** Opening SUPPLIED DATA block **

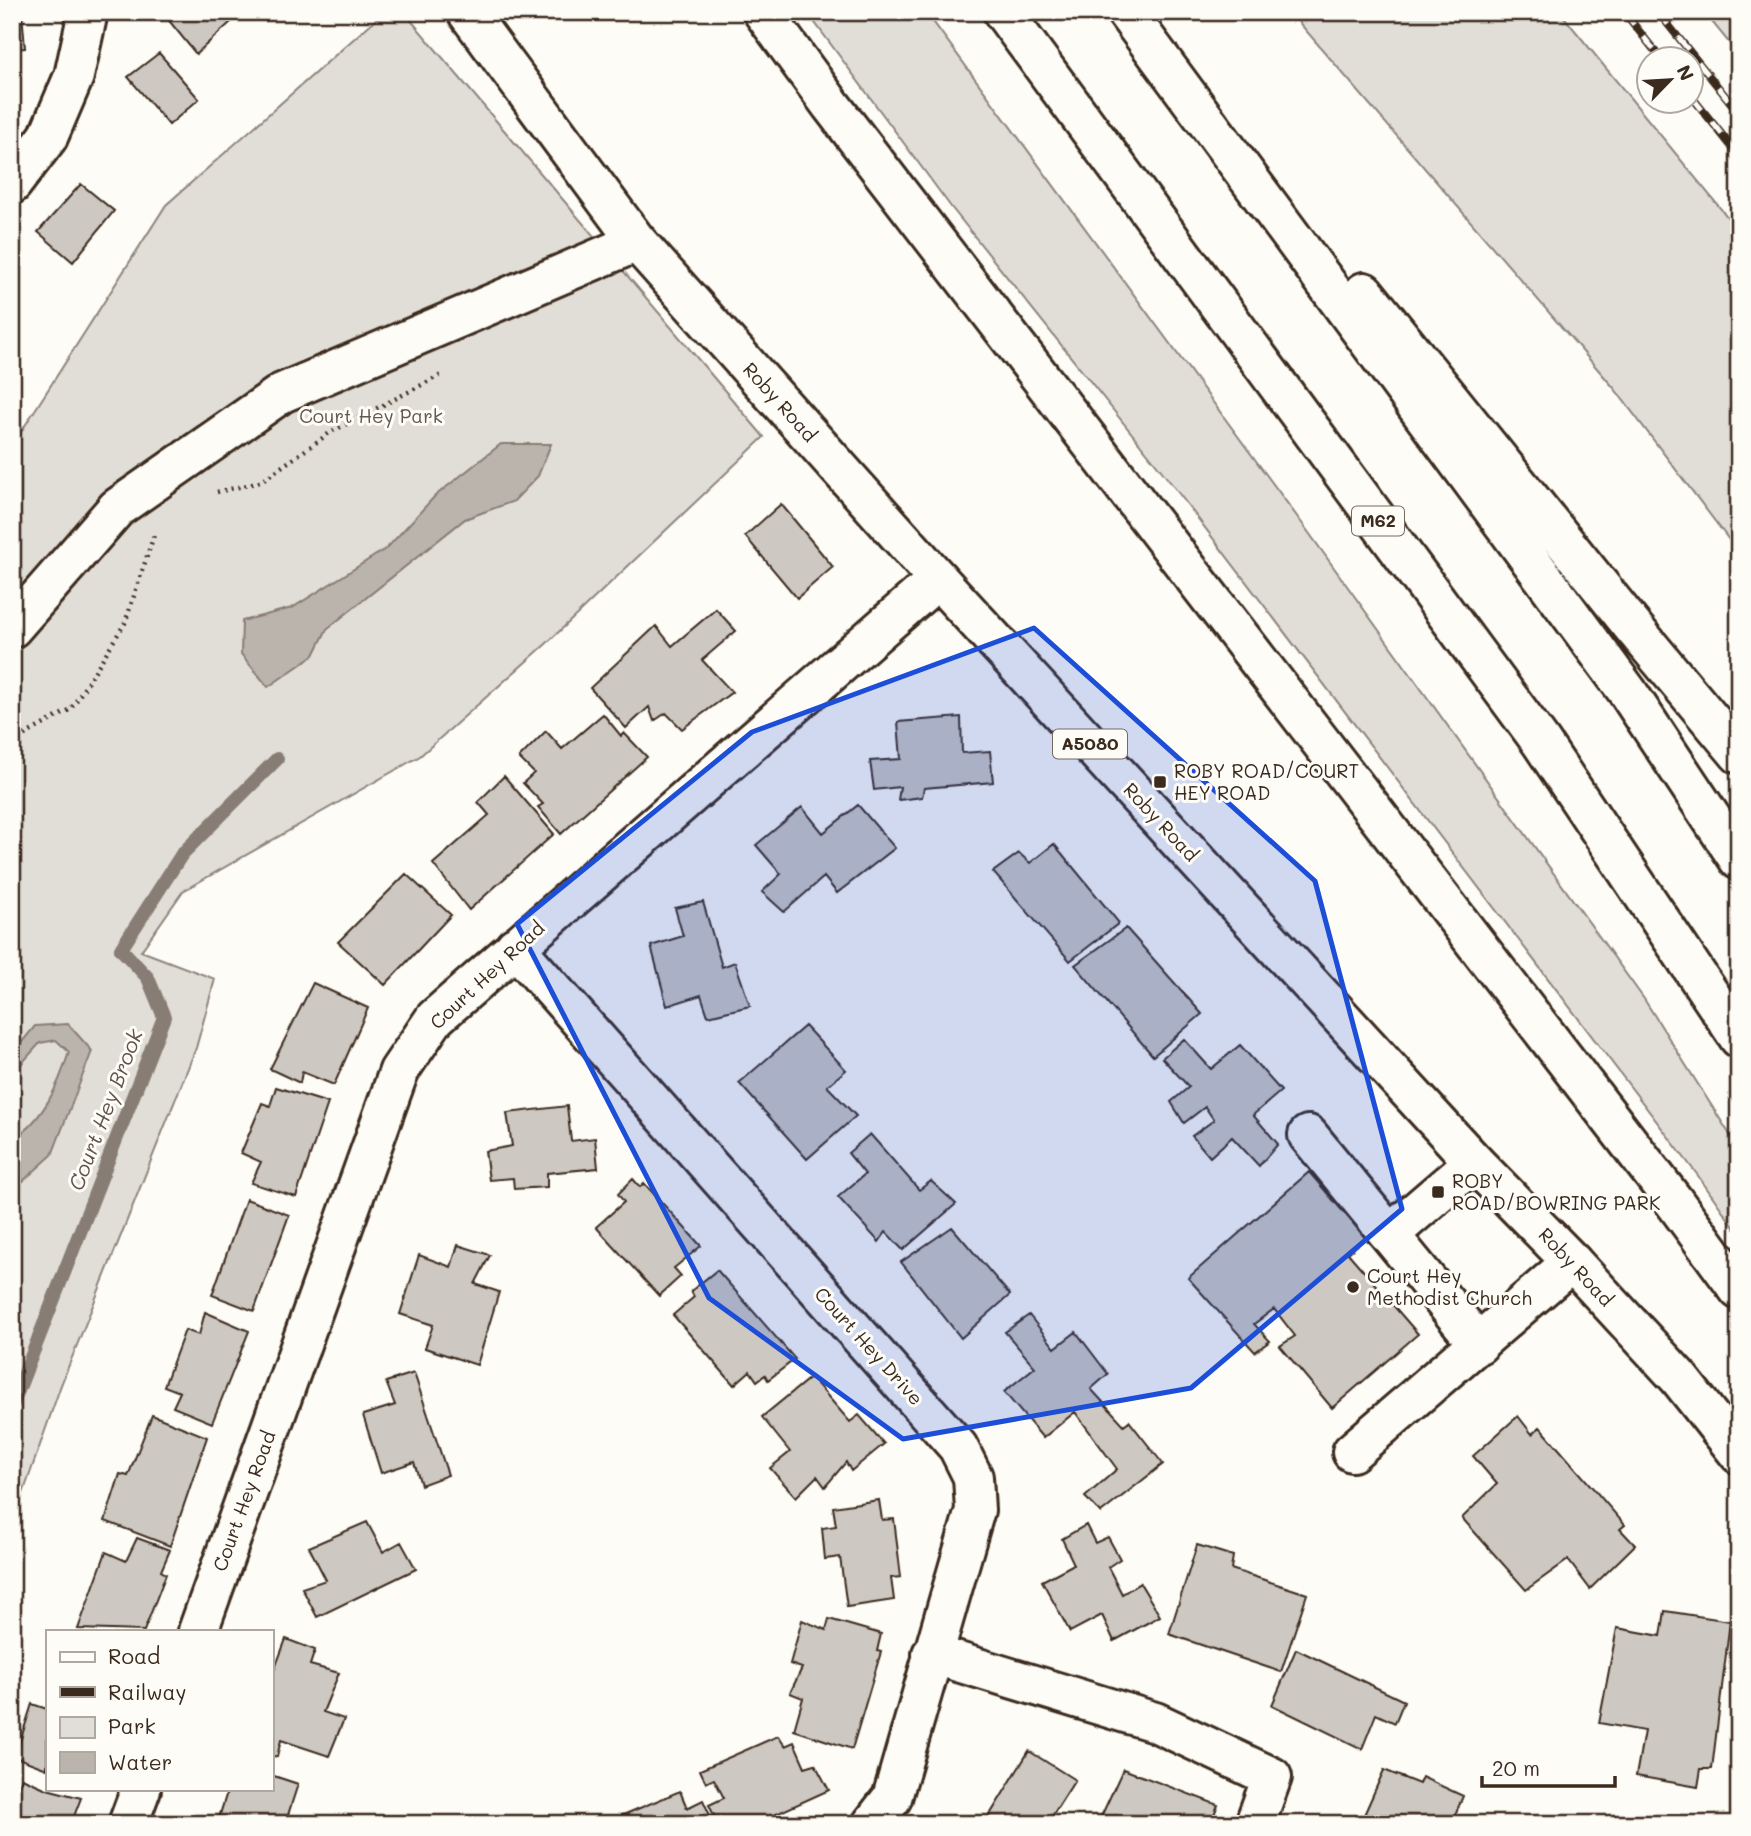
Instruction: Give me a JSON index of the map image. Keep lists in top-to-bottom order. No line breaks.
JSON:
{"streets":{"main road":["Roby Road","M62","A5080","Court Hey Road","Court Hey Drive"]},"crossings":[["Roby Road","Court Hey Road"],["Court Hey Road","Court Hey Drive"]],"water":["Court Hey Brook"],"parks":["Court Hey Park"],"places":{"transit":["ROBY ROAD/COURT HEY ROAD","ROBY ROAD/BOWRING PARK"],"other":["Court Hey Methodist Church"]},"legend":["Road","Railway","Park","Water"],"scale_bar":"20 m","north":"top right"}
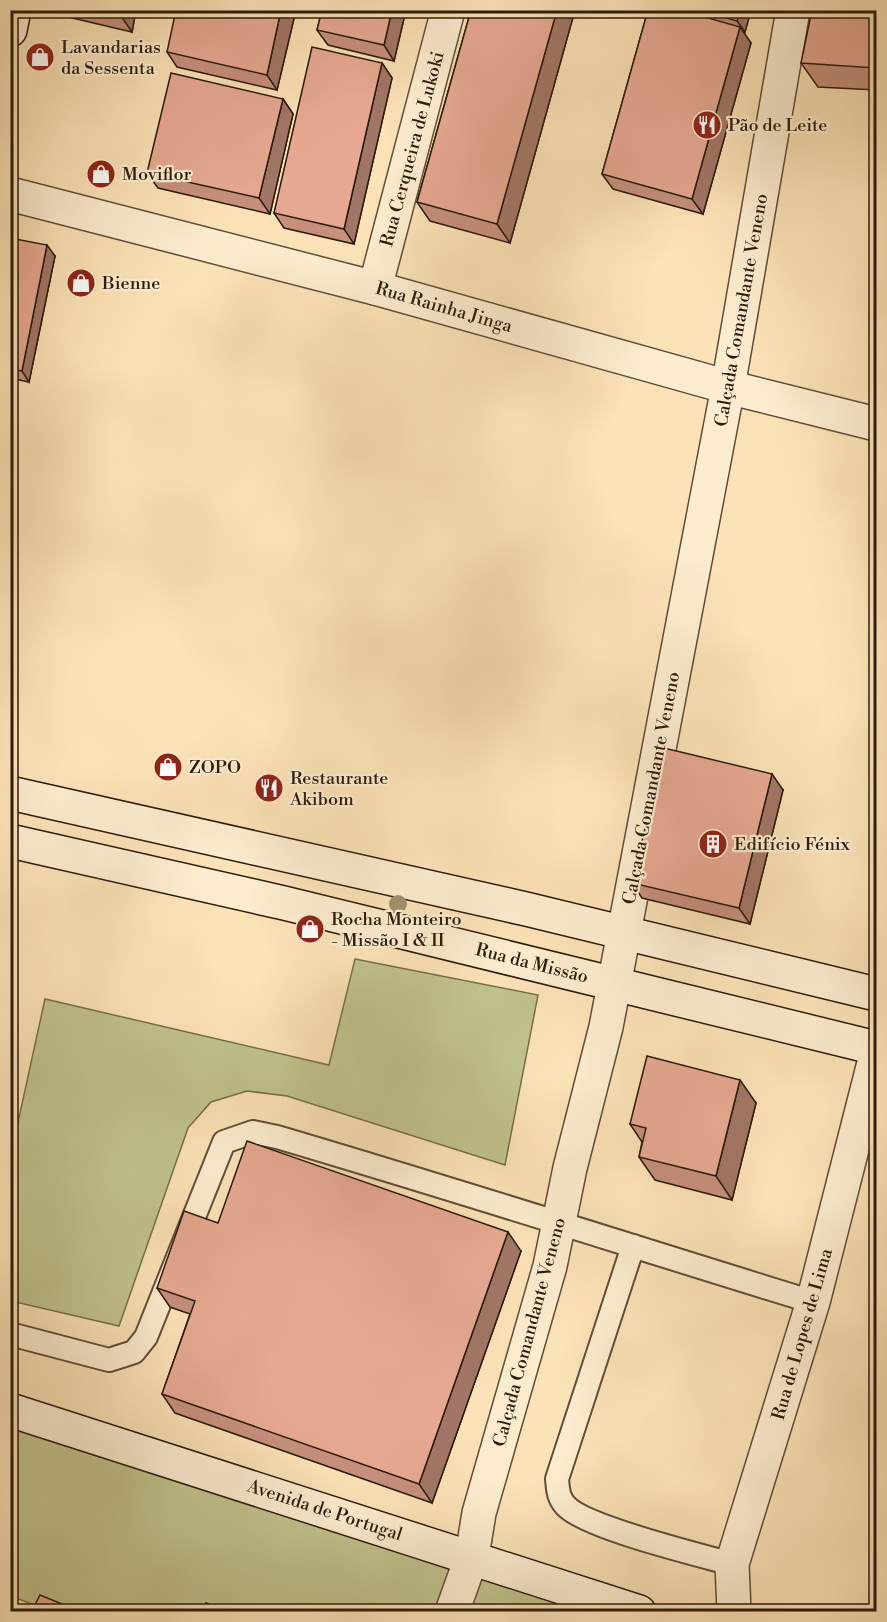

** Closing SUPPLIED DATA block **

» WHAT THE EXERCISE ASKS
With the images omitted, repeat all the data word for word.

» EXERCISE RESPONSE
Instruction: Give me a JSON index of the map image. Keep lists in top-to-bottom order. No line breaks.
JSON:
{"streets":{"main road":["Roby Road","M62","A5080","Court Hey Road","Court Hey Drive"]},"crossings":[["Roby Road","Court Hey Road"],["Court Hey Road","Court Hey Drive"]],"water":["Court Hey Brook"],"parks":["Court Hey Park"],"places":{"transit":["ROBY ROAD/COURT HEY ROAD","ROBY ROAD/BOWRING PARK"],"other":["Court Hey Methodist Church"]},"legend":["Road","Railway","Park","Water"],"scale_bar":"20 m","north":"top right"}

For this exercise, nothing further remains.